WordPress sites can get big. Really big. When you’re looking at a site of Cheezburger, Engadget or Techcrunch proportions, you get hundreds of comments per post, on dozens of posts per day, which adds up to millions of comments per year.
In order to keep your site running in top condition, you don’t want to be running queries against tables with lots of rarely accessed rows, which is what happens with most comments – after the post drops off the front page, readership drops, so the comments are viewed much less frequently. So, what we want to do is remove these old comments from the primary comment table, but keep them handy, for when people read the archives.
The idea of MySQL partitioning is that it splits tables up into multiple logical tablespaces, based on your criteria. Running a query on a single partition of a large table is much faster than running it across the entire table, even with appropriate indexes.

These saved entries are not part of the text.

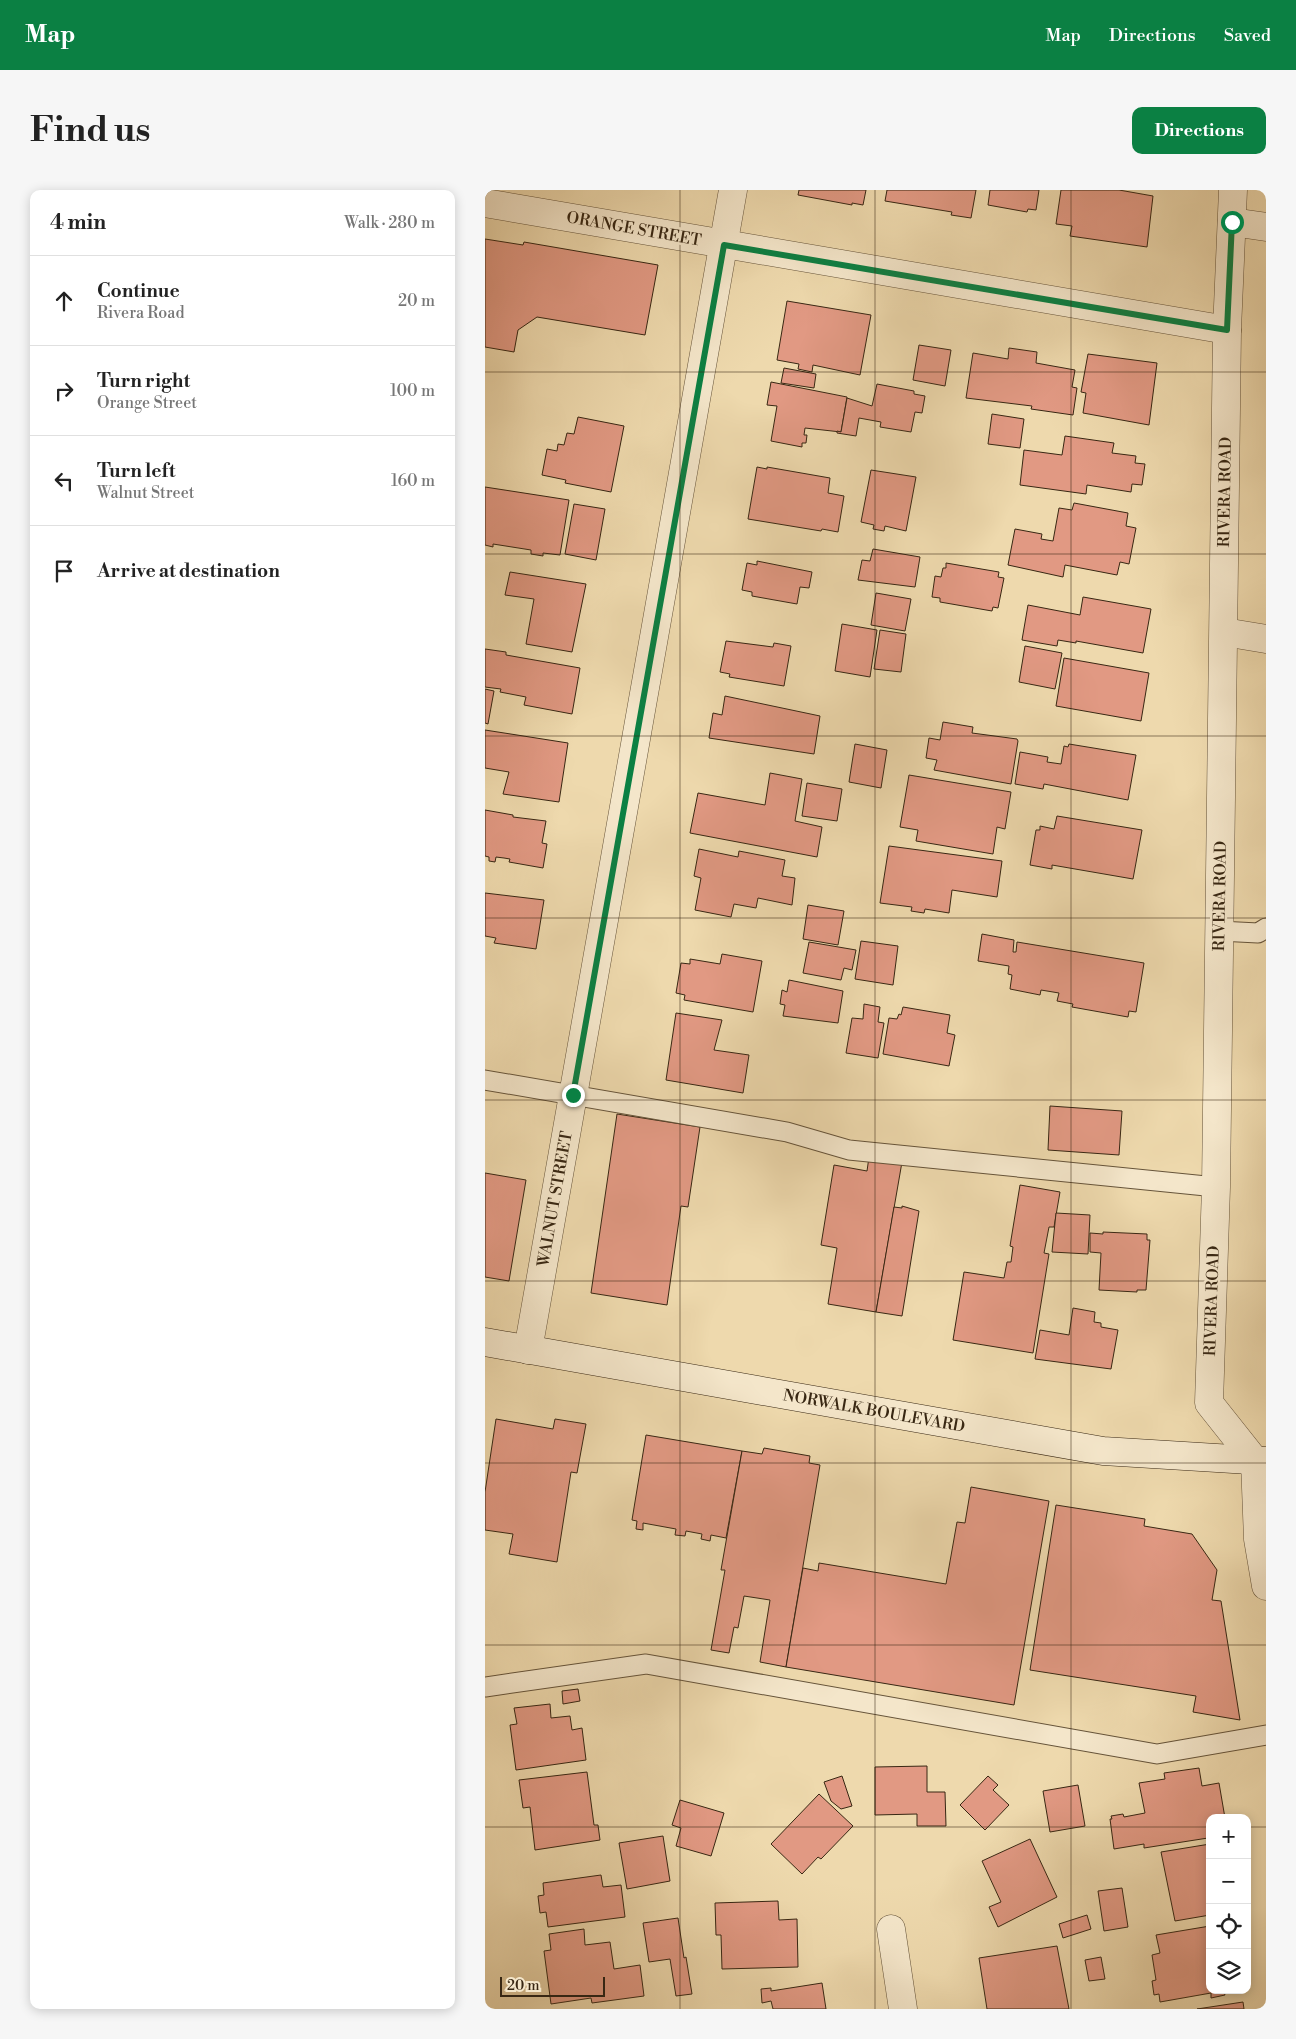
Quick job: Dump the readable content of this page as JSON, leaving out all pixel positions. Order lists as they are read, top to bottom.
{
  "streets": {
    "street": [
      "ORANGE STREET",
      "RIVERA ROAD",
      "WALNUT STREET",
      "NORWALK BOULEVARD"
    ]
  },
  "crossings": [
    ["ORANGE STREET", "RIVERA ROAD"],
    ["ORANGE STREET", "WALNUT STREET"],
    ["RIVERA ROAD", "NORWALK BOULEVARD"],
    ["WALNUT STREET", "NORWALK BOULEVARD"]
  ],
  "scale_bar": "20 m",
  "page": {
    "header": "Map",
    "nav": ["Map", "Directions", "Saved"],
    "buttons": "Directions",
    "title": "Find us",
    "heading": ["4 min", "Walk · 280 m"],
    "list": [
      ["Continue", "Rivera Road", "20 m"],
      ["Turn right", "Orange Street", "100 m"],
      ["Turn left", "Walnut Street", "160 m"],
      "Arrive at destination"
    ],
    "map_buttons": ["+", "−"],
    "scale": "20 m"
  }
}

In the case of the WordPress comments table, splitting it up by the `comment_post_ID` seems to be the most appropriate . This should keep the partitions to a reasonable size, and ensure that there’s minimal cross-over between partitions.

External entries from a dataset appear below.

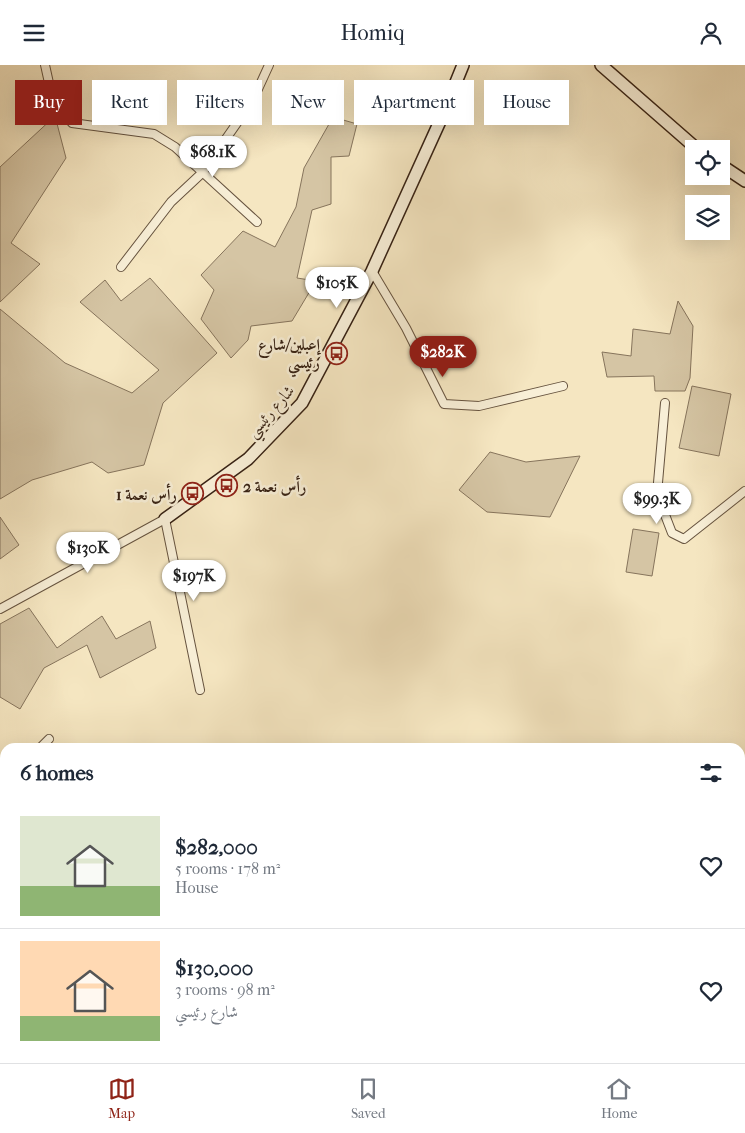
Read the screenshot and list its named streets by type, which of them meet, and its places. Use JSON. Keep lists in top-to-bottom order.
{
  "streets": {
    "street": ["شارع رئيسي"]
  },
  "places": {
    "bus stop": ["إعبلين/شارع رئيسي", "رأس نعمة 2", "رأس نعمة 1"]
  },
  "page": {
    "header": "Homiq",
    "chip": [
      "Buy",
      "Rent",
      "Filters",
      "New",
      "Apartment",
      "House"
    ],
    "price": [
      "$68.1K",
      "$105K",
      "$282K",
      "$99.3K",
      "$130K",
      "$197K"
    ],
    "heading": "6 homes",
    "list": [
      {
        "name": "$282,000",
        "note": "5 rooms · 178 m² · House"
      },
      {
        "name": "$130,000",
        "note": "3 rooms · 98 m² · شارع رئيسي"
      }
    ],
    "tabs": ["Map", "Saved", "Home"]
  }
}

First off, we need to add the `comment_post_ID` column to the Primary Key. This can be a slow process if you already have a massive `wp_comments` table, so you may need to schedule some downtime to handle this. Alternatively, there many methods for making schema changes with no downtime, such as judicious use of Replication, Facebook’s Online Schema Change Tool, or the currently-in-development mk-online-schema-change, for Maatkit.
ALTER TABLE wp_comments DROP PRIMARY KEY, ADD PRIMARY KEY (comment_ID, comment_post_ID);
Now that we’ve altered this index, we can define the partitions. For this example, we’ll say we want the comments for 1000 posts per partition. This query can take a long time to run, if you already have many comments in your system.

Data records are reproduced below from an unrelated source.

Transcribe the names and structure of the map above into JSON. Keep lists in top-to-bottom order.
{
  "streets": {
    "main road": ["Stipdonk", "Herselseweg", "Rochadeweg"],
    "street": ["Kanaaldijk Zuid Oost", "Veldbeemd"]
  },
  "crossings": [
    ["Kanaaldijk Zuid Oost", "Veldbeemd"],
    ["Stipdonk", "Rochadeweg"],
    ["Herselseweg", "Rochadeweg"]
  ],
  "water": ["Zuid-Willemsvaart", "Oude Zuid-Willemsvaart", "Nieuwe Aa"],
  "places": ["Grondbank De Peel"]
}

ALTER TABLE wp_comments PARTITION BY RANGE(comment_post_ID) ( PARTITION p0 VALUES LESS THAN (1000), PARTITION p1 VALUES LESS THAN (2000), PARTITION p2 VALUES LESS THAN (3000), PARTITION p3 VALUES LESS THAN (4000), PARTITION p4 VALUES LESS THAN (5000), PARTITION p5 VALUES LESS THAN (6000), PARTITION p6 VALUES LESS THAN MAXVALUE );
When you’re approaching the next partition divider value, adding a new partition is simple. For example, you’d run this query around post 6000.
ALTER TABLE wp_comments REORGANIZE PARTITION p6 INTO ( PARTITION p6 VALUES LESS THAN (7000), PARTITION p7 VALUES LESS THAN MAXVALUE );
Naturally, this process is most useful for very large WordPress sites. If you’re starting a new site with big plans, however, you may just want to factor this into your architecture.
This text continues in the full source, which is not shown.